▸ **Task directions**
Whenever the word "translate" appears in a line of the listing, copy that line.
Extracted records: Begin
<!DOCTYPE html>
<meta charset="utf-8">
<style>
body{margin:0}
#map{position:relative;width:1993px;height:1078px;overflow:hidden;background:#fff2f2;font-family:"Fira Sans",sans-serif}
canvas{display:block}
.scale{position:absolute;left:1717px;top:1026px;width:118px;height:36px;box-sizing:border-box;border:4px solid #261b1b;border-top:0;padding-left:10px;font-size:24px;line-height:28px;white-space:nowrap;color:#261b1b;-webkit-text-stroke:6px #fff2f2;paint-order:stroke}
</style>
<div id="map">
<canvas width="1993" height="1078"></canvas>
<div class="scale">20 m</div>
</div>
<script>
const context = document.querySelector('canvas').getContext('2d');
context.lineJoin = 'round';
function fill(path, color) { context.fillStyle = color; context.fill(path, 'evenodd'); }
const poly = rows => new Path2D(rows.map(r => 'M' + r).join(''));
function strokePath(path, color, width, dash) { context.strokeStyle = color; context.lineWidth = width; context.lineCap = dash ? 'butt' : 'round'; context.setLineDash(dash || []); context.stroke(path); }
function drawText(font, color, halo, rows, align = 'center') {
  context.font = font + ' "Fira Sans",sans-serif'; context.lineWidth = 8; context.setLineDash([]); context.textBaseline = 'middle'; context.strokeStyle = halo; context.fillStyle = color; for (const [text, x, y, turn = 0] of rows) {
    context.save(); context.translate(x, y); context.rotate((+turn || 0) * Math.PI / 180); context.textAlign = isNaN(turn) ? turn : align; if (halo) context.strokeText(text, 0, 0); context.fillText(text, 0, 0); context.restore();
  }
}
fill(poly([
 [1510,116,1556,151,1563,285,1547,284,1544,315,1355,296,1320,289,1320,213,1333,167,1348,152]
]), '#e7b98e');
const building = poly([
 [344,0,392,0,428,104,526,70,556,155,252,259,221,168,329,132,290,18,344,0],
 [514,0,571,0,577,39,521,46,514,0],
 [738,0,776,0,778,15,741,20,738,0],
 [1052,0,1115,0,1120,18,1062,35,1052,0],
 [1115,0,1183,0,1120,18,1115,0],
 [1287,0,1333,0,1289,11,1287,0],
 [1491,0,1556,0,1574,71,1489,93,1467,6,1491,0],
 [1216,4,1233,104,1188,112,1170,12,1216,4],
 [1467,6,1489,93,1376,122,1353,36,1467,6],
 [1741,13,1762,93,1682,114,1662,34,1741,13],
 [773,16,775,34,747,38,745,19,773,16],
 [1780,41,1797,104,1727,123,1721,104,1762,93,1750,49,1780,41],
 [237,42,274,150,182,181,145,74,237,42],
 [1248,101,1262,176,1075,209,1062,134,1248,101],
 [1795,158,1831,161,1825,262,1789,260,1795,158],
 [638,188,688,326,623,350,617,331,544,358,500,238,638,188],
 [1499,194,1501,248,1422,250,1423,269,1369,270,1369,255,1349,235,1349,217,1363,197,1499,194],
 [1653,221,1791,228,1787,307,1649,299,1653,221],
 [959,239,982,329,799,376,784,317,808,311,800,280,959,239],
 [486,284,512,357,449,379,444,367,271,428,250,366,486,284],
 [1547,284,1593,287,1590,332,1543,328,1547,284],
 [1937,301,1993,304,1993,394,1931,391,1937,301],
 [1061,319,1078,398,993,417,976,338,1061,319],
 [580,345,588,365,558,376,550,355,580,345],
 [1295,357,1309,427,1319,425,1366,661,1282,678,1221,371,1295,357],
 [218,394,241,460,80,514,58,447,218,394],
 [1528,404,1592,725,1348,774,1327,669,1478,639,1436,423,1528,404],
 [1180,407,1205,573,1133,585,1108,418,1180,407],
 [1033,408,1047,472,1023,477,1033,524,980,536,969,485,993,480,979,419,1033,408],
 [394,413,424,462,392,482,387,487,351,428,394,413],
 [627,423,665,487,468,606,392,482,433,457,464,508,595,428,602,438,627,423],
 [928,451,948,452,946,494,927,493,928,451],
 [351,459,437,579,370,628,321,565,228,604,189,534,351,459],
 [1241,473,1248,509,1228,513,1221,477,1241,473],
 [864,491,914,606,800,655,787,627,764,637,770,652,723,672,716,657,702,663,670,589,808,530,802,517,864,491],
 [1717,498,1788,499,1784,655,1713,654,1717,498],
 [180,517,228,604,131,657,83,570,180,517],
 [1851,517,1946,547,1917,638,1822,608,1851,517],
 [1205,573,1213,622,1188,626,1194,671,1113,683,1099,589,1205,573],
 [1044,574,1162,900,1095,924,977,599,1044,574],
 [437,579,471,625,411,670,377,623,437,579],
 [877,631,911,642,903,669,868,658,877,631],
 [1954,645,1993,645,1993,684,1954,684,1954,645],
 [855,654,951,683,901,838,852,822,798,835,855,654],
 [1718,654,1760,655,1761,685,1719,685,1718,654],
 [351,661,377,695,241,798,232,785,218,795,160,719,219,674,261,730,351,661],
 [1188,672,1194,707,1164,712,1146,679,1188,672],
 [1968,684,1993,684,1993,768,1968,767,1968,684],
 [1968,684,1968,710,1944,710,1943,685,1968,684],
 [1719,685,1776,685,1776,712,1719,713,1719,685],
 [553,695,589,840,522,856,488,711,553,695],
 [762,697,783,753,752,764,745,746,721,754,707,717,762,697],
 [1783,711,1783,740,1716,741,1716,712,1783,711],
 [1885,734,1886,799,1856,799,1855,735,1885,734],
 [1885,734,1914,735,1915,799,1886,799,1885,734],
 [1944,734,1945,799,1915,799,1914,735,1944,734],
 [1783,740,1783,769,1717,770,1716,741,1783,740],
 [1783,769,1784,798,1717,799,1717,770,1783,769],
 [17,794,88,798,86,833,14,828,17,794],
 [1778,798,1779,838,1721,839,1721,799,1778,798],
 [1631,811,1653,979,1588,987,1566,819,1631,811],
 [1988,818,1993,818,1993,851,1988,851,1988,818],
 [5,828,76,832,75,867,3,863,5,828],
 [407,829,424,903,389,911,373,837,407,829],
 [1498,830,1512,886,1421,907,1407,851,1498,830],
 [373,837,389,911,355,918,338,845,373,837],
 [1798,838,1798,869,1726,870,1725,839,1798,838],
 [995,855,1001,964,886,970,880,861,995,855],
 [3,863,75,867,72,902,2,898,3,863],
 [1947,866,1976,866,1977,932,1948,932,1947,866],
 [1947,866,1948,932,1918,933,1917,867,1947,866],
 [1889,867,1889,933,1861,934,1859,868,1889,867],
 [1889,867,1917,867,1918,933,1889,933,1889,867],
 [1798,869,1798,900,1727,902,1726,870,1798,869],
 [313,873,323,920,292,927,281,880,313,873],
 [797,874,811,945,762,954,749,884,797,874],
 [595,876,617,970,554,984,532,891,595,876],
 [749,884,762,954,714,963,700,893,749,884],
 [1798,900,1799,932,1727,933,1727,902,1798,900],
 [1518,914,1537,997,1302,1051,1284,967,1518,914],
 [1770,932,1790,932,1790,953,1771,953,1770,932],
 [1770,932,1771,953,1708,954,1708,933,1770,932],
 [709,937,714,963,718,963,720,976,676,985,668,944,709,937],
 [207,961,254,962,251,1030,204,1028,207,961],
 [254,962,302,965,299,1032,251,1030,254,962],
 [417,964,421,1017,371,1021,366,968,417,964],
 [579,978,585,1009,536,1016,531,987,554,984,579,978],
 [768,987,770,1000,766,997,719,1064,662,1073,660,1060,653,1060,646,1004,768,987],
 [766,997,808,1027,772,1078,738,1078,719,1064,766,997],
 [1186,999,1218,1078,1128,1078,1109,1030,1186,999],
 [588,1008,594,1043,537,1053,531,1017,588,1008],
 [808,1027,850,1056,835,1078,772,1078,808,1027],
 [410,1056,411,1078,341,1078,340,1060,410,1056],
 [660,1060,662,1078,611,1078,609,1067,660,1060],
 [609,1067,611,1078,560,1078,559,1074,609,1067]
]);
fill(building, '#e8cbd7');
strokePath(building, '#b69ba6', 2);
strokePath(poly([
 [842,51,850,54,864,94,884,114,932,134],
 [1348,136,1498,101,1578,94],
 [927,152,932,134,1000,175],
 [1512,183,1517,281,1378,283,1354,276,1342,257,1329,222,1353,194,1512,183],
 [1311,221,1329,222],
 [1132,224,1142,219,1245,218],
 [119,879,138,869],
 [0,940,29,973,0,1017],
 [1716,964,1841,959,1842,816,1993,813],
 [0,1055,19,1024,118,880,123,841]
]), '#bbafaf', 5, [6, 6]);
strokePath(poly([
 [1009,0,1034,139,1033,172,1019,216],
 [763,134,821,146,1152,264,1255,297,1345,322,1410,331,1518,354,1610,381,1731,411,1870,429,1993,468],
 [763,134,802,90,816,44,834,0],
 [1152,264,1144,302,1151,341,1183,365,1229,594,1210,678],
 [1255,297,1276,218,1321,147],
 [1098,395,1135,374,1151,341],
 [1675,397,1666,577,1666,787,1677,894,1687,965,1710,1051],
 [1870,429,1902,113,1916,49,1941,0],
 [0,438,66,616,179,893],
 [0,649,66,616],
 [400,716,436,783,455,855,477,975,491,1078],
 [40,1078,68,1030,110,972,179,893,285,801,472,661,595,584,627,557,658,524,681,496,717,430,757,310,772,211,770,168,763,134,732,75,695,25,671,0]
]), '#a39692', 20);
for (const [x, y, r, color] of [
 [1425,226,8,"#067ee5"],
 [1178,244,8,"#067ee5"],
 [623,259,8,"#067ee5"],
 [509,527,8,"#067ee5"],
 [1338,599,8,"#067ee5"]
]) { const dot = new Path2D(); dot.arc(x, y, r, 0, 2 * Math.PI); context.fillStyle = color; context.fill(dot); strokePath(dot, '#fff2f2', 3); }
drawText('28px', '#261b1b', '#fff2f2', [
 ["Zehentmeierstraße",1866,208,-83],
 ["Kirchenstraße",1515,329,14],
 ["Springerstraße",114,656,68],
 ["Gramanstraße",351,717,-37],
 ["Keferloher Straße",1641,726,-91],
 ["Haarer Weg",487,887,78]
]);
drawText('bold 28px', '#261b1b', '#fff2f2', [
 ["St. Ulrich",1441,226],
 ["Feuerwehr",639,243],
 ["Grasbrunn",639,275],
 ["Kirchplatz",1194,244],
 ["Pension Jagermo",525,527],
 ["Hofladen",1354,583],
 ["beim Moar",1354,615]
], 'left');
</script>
Extracted records: End
Extracted records: Begin
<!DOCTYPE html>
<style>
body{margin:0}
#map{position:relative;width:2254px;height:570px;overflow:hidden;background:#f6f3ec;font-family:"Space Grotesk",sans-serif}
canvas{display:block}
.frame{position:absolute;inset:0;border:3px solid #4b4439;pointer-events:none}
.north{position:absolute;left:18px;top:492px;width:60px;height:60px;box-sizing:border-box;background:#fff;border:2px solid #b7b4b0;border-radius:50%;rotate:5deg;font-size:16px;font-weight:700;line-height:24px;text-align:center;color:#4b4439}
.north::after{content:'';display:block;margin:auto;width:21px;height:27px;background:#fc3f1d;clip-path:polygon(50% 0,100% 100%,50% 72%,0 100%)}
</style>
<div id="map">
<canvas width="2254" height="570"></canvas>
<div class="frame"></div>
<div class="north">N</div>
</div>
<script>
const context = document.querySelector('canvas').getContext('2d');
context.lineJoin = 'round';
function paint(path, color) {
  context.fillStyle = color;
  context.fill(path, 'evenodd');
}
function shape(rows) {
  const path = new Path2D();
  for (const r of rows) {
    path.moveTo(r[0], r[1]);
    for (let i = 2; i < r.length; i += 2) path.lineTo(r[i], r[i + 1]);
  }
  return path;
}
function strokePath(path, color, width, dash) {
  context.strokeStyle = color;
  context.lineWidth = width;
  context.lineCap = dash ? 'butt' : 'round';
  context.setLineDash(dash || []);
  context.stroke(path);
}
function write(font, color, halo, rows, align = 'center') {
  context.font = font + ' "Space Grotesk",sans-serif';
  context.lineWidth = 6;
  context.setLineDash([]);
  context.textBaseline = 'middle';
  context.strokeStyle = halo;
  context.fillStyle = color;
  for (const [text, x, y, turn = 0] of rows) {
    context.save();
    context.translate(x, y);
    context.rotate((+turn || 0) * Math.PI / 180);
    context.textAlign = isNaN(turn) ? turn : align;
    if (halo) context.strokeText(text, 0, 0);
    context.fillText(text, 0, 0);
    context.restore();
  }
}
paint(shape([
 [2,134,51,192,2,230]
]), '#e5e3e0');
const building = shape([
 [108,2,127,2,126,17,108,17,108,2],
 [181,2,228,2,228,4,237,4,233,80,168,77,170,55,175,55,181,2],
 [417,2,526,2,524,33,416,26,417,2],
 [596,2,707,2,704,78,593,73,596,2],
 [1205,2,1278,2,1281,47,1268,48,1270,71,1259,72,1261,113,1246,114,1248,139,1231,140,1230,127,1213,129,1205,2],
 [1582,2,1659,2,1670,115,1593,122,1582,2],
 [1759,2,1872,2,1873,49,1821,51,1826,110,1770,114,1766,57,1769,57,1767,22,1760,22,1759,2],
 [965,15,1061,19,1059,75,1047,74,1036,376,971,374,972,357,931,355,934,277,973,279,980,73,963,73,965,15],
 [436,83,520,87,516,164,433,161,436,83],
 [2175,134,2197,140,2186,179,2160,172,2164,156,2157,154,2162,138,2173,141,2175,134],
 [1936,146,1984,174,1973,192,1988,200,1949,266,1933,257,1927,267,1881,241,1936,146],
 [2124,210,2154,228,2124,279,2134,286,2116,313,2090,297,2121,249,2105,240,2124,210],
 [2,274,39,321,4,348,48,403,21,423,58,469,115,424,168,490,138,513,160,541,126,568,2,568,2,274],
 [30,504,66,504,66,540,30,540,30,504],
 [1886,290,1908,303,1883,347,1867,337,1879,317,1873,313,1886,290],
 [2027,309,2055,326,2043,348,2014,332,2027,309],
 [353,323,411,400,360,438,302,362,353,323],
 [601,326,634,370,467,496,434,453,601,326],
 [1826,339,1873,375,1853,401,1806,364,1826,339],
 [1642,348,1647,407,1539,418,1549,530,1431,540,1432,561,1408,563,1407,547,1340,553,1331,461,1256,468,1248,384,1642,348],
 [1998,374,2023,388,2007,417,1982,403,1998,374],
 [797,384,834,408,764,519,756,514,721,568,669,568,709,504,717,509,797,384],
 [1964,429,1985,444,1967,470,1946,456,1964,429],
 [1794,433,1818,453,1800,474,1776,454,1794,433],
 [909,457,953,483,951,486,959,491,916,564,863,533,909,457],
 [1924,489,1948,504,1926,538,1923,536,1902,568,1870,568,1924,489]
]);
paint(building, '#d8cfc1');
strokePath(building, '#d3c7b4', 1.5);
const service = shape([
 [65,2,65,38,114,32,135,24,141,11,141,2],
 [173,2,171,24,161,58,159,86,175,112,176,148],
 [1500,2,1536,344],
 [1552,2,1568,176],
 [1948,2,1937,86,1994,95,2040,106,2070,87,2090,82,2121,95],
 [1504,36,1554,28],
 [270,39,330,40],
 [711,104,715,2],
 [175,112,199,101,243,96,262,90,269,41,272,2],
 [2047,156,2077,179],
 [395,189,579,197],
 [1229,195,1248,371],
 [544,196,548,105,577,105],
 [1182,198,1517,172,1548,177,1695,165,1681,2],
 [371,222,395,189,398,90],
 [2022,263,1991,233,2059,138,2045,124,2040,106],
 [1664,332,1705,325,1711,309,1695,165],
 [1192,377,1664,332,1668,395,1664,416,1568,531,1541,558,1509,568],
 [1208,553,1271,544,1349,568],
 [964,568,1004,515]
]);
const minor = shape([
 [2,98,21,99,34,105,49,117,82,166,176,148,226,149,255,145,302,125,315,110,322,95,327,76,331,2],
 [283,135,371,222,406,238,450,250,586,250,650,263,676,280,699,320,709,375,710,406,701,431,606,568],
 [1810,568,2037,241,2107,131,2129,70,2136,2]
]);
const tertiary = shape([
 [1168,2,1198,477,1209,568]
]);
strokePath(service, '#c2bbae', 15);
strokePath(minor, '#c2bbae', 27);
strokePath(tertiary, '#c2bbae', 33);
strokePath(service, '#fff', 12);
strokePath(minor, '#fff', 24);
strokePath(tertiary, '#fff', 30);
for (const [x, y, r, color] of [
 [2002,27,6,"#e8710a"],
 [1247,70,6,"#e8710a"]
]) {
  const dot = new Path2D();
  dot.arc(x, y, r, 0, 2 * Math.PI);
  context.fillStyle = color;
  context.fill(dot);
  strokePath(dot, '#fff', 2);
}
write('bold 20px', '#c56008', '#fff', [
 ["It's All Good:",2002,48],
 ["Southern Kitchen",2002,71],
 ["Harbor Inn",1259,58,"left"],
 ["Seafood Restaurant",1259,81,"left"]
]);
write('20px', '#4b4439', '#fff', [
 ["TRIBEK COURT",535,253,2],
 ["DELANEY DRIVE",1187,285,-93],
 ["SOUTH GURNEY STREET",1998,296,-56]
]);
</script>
Extracted records: End
▸ **Answer to the exercise**
    context.save(); context.translate(x, y); context.rotate((+turn || 0) * Math.PI / 180); context.textAlign = isNaN(turn) ? turn : align; if (halo) context.strokeText(text, 0, 0); context.fillText(text, 0, 0); context.restore();
    context.translate(x, y);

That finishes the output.